An effective brand is based on what customers value and what you are already doing that they like. A common myth is that brands can just be invented, but a real brand is unearthed, like a great find in an archaeological dig. If you ask customers, “What do you tell other people about our company?” some themes may emerge. These themes constitute your brand.
Writing and living it
Once you’ve determined what your customers want—and what you’re good at providing—you can build on that brand. It’s a good idea to develop a brand statement that can be used as a measuring stick for decision making. An effective brand statement will fit on the back of a business card so it’s quickly memorized, and your team can easily understand it.
Let’s use a tent rental company as an example. They adopt the effective brand statement, “We provide the backdrop for beautiful memories.” An ineffective version of that would be, “Through innovation, engineering, design and project management, we develop custom tent rental solutions to fit each customer’s individual needs.” The first one works because it is brief and specific. It paints an image of a beautiful memory in the reader’s mind, and provides an easy way to measure success. You can ask the question: Does this [business process] create a beautiful memory? If the answer is no, you have work to do.
Powerful brands constantly refer to their brand statement, aligning every part of operations with it. From the sales manager who takes calls, to the installer in the field or the accountant who sends invoices—all are a crucial part of the brand. Training can help employees who aren’t living the brand; likewise, the brand statement can be a part of employee evaluations and compensation.
Facilities, sales and marketing materials, website and social media also reflect a company’s brand. Most importantly, the actual product must be consistent as well. Using the sample brand (“We provide the backdrop for beautiful memories”), look at ways your people, places and products are helping create beautiful memories. Employees who excel at customer service and problem solving on customers’ behalf are rewarded; those who do not are offered training to address the gaps.
The company’s office, logo, website and social media are designed and updated to showcase the beautiful memories the company creates. Beautifully installed tents (or awnings, graphics or whatever your company sells), as well as the smooth handling of the permitting and installing process, complete the beautiful memory for every customer.
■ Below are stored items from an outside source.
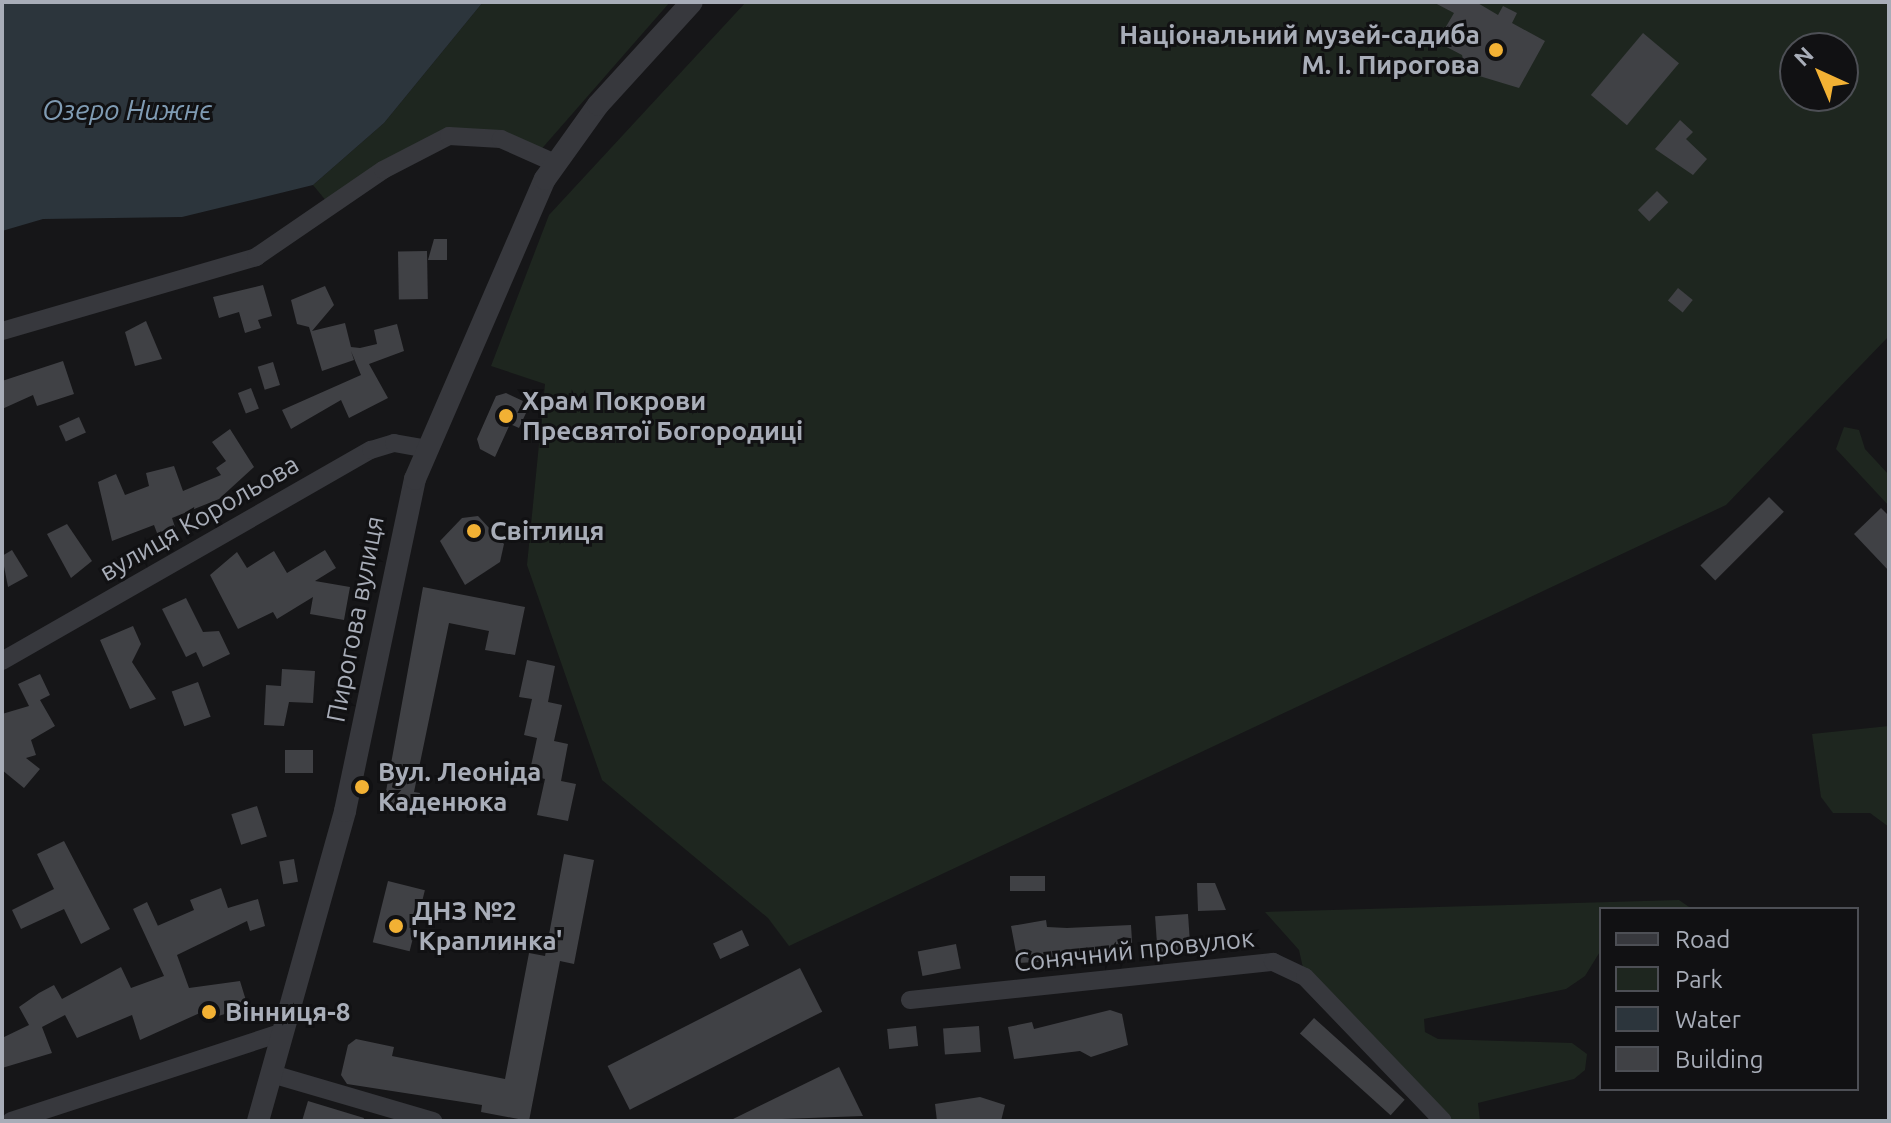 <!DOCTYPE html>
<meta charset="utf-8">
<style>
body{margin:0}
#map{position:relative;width:1891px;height:1123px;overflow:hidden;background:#161618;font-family:Ubuntu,sans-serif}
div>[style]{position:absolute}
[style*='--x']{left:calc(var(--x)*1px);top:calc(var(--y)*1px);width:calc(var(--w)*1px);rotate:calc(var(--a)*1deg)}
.green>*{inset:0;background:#1e261f}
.water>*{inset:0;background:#2c353c}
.building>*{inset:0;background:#404145;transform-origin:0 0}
.minor>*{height:18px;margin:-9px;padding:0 9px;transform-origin:9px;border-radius:9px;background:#37383d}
.tertiary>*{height:22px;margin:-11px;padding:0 11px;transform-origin:11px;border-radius:11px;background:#37383d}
.dots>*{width:22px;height:22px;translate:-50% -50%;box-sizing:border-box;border:4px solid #111113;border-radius:50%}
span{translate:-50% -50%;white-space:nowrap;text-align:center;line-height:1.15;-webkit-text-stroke:6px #111113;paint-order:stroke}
.poi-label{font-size:26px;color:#a8adb8;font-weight:700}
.right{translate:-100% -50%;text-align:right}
.left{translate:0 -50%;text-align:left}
.street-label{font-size:26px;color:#a8adb8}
.water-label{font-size:28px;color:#7f9bb3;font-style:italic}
.frame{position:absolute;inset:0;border:4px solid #a8adb8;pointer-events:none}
.legend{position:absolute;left:1599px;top:907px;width:260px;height:184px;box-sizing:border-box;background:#111113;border:2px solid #4d4f55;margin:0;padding:10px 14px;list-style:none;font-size:24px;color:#a8adb8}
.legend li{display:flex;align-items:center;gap:16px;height:40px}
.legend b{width:40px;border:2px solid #4d4f55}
.north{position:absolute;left:1779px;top:32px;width:80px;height:80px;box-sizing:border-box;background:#111113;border:2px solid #4d4f55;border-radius:50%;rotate:316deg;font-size:22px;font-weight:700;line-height:32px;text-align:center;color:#a8adb8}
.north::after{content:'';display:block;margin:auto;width:28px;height:36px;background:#f2b134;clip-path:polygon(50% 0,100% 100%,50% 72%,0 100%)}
</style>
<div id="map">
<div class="green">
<div style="clip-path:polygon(483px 2px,670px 2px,538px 153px,467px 134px,332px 208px,313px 185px,384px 123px)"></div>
<div style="clip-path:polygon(evenodd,746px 2px,1889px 2px,1889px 336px,1726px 505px,789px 946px,768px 918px,602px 780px,527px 565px,545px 384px,491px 366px,549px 215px,746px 2px,1795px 48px,1843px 48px,1843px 96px,1795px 96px,1795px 48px)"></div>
<div style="clip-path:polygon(1844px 427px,1859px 430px,1865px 449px,1889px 475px,1889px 506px,1836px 449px)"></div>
<div style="clip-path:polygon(1889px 726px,1889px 827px,1870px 813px,1833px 813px,1821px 797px,1812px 734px)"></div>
<div style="clip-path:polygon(1679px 900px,1692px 909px,1601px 909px,1601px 950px,1585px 976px,1566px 989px,1424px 1019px,1425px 1032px,1438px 1039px,1572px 1043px,1587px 1054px,1585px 1070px,1574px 1079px,1478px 1103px,1480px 1121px,1443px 1121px,1305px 977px,1299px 950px,1265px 912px)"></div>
</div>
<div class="water">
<div style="clip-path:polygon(2px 2px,483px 2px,384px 123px,313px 185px,182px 217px,43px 219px,2px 231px)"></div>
</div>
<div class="building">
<div style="clip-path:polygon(1433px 2px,1476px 2px,1498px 15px,1503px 6px,1517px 13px,1512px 23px,1545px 41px,1519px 88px,1466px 72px,1462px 55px,1437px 42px,1454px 13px)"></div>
<div style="left:1643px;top:33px;width:47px;height:81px;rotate:40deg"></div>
<div style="clip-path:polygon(1680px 120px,1693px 132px,1686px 139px,1707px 159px,1693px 175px,1655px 149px)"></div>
<div style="left:1657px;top:191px;width:16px;height:27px;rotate:45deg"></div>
<div style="clip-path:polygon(434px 239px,447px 239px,447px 260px,428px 260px)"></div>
<div style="left:427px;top:251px;width:48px;height:29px;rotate:89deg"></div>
<div style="clip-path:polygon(263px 285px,272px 316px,258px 320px,261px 328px,245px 333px,239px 312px,219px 318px,213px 297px)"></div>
<div style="clip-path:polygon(325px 286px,334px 305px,312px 331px,345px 323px,351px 347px,360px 348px,377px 344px,374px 330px,397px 324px,404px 351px,369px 364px,388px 398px,349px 418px,341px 400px,291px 429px,282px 410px,361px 375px,351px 351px,354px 360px,322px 371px,309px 327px,297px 324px,291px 300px)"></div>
<div style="left:1678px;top:288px;width:19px;height:16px;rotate:39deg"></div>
<div style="clip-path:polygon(146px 321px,162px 359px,135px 366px,125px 332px)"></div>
<div style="clip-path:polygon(63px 361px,74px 394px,37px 406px,33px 395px,2px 409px,2px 381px)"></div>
<div style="left:273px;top:362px;width:24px;height:16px;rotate:73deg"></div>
<div style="left:251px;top:388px;width:22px;height:14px;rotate:69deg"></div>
<div style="clip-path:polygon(506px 393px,523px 401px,519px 410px,526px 413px,519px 428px,510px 424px,495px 457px,480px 449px,477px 439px,496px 396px)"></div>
<div style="left:79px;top:417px;width:17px;height:22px;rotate:66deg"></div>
<div style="clip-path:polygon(230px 429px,254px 467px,219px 499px,172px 518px,175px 527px,157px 533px,154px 525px,112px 541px,98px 482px,116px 474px,125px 495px,149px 486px,146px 473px,174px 466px,183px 491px,221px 475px,216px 468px,226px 461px,212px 442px)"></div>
<div style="left:1769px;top:497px;width:21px;height:97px;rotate:45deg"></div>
<div style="clip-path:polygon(1881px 508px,1889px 516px,1889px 571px,1854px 534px)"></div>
<div style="clip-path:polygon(478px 516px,504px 544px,500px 562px,465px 585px,440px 541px,462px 518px)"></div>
<div style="clip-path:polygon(67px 524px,92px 561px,71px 578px,47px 534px)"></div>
<div style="clip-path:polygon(12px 550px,28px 576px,8px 587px,2px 556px)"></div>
<div style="clip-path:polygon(325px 550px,336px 568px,315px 581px,350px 587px,344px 620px,310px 614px,313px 597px,277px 619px,273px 612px,238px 629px,210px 575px,237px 552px,247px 568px,274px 551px,287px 573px)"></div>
<div style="clip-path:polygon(423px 587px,525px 607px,515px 655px,485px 650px,489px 631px,449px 623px,414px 792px,420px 793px,416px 814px,383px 808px)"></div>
<div style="clip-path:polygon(186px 598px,203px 632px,219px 631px,230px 654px,203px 667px,196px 652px,186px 657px,162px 609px)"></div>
<div style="clip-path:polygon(133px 626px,141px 644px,132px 662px,156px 699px,130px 709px,100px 640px)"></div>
<div style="clip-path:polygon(527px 660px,555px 666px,548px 702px,562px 705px,554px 741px,568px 744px,561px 781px,576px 784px,568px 821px,537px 815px,545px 779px,529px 775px,537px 738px,524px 735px,532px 699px,519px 697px)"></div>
<div style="clip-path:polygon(282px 669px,315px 671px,313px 703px,289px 702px,284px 726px,264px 725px,266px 685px,281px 686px)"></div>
<div style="clip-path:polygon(40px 674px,50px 695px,40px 700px,55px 726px,31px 740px,36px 755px,26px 758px,40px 769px,24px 788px,2px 770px,2px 714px,29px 706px,18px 684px)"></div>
<div style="left:198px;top:682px;width:37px;height:28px;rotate:70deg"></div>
<div style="left:285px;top:750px;width:28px;height:23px"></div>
<div style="left:257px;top:806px;width:32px;height:27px;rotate:72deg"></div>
<div style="clip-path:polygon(64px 841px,110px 929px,81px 944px,64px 909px,21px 929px,12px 910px,54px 889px,37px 854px)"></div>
<div style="clip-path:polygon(564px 854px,594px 860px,574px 964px,560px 961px,529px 1121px,481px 1112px,482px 1105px,347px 1084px,341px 1075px,348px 1045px,356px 1039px,394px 1047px,392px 1056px,505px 1079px,529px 953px,545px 956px)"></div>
<div style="left:294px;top:859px;width:23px;height:15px;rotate:80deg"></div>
<div style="left:1045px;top:876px;width:15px;height:35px;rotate:90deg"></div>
<div style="left:388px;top:881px;width:38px;height:63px;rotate:14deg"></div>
<div style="clip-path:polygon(1197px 883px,1215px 883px,1226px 910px,1198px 911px)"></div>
<div style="clip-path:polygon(221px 888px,228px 908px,258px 899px,265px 926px,250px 931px,247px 921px,177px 955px,189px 988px,240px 981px,248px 1007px,205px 1020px,202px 1012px,140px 1040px,132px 1015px,77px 1038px,65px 1015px,42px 1027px,52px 1053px,2px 1068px,2px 1038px,29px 1025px,19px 1007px,39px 993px,54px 985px,62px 999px,121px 967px,131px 988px,164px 976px,133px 909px,147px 902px,158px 926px,148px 930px,194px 910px,190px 900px)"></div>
<div style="left:1188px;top:914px;width:39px;height:33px;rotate:86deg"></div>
<div style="clip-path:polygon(1046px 920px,1047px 927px,1067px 928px,1131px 925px,1133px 957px,1018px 963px,1011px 926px)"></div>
<div style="left:742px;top:930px;width:17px;height:32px;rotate:65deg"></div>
<div style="left:956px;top:944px;width:25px;height:39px;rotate:79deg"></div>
<div style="left:800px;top:968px;width:49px;height:216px;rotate:63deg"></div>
<div style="clip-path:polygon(1110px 1010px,1122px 1014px,1128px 1045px,1091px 1057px,1080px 1051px,1014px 1059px,1008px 1027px,1032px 1022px,1034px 1029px)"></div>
<div style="left:1314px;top:1018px;width:122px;height:21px;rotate:42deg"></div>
<div style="left:916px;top:1026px;width:20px;height:29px;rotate:84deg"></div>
<div style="left:979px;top:1026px;width:26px;height:36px;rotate:86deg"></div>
<div style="clip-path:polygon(839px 1067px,863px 1116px,729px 1121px)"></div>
<div style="clip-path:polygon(980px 1097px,1005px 1105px,1001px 1121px,937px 1121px,935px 1104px)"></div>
<div style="clip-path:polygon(308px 1101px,364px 1118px,363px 1121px,302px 1121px)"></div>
</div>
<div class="minor">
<div style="--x:2;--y:331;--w:265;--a:-16.2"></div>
<div style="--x:256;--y:257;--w:154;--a:-34.4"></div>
<div style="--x:383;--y:170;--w:74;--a:-27.3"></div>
<div style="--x:449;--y:136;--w:52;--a:3.3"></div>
<div style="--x:501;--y:139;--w:59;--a:24"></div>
<div style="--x:2;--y:661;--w:425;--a:-29.8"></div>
<div style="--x:371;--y:450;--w:24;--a:-17"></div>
<div style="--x:394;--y:443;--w:35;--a:10"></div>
<div style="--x:910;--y:1000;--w:365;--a:-6"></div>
<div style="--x:1273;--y:962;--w:35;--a:25"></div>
<div style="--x:1305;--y:977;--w:199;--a:46.2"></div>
<div style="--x:272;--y:1074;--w:168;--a:16.3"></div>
<div style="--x:11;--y:1121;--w:287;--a:-18.1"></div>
</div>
<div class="tertiary">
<div style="--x:258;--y:1121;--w:322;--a:-74.3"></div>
<div style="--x:345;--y:811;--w:339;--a:-78.1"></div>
<div style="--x:415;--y:479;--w:327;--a:-66.6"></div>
<div style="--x:545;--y:179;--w:91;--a:-54.4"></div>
<div style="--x:598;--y:105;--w:139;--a:-47.6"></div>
</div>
<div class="dots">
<div style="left:1496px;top:50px;background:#f2b134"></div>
<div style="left:506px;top:416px;background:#f2b134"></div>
<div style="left:474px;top:531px;background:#f2b134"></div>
<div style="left:362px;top:787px;background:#f2b134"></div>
<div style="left:396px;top:926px;background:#f2b134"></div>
<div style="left:209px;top:1012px;background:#f2b134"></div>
</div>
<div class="poi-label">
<span class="right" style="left:1480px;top:50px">Національний музей-садиба<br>М. І. Пирогова</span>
<span class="left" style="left:522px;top:416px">Храм Покрови<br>Пресвятої Богородиці</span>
<span class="left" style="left:490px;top:531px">Світлиця</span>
<span class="left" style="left:378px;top:787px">Вул. Леоніда<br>Каденюка</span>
<span class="left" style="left:412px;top:926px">ДНЗ №2<br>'Краплинка'</span>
<span class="left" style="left:225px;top:1012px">Вінниця-8</span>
</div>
<div class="street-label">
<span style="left:199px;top:518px;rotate:-30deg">вулиця Корольова</span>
<span style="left:355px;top:619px;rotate:-79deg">Пирогова вулиця</span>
<span style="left:1134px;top:950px;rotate:-6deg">Сонячний провулок</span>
</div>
<div class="water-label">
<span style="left:127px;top:110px">Озеро Нижнє</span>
</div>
<div class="frame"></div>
<ul class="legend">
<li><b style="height:10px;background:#37383d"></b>Road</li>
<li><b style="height:22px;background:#1e261f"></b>Park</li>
<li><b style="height:22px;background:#2c353c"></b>Water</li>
<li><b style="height:22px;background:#404145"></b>Building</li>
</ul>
<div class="north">N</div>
</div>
One surefire way exists to make sure your company is doing all it can to live your brand: ask your team. Because they see your company from different perspectives, they are a great source for ideas, and their ideas can help ensure that your company’s brand is consistent across all areas.
Individualize the message
Consistency is crucial, but it’s still important to acknowledge differences among your customers. If you serve both corporate and residential clients, individualize descriptions for the way you create beautiful memories; a beautiful memory for a bride, for example, is different from one for a corporate event planner. You need to demonstrate the value to each audience individually or they won’t see it as a value at all.
For a bride, you might describe the design work and beautiful, elegant backdrops you create with the products in your inventory. For the corporate meeting planner, you may describe the efficiency with which you manage the permitting process, installation and takedown. Each statement creates value and is true to your brand.
A strong brand will create such positive experiences for your customers that the resulting word-of-mouth marketing will drive growth. Measure the success of your brand building with brand-specific questions in customer surveys, and by simply asking prospective customers how they heard about you. For service-oriented companies, 60 percent or more of their business comes from word-of-mouth. Note where new business comes from to see how well your brand is working. Measurement is the analytical finish to a process that starts with emotion. Keep this emotion at the core of what you do and you’ll be on your way to developing a strong brand.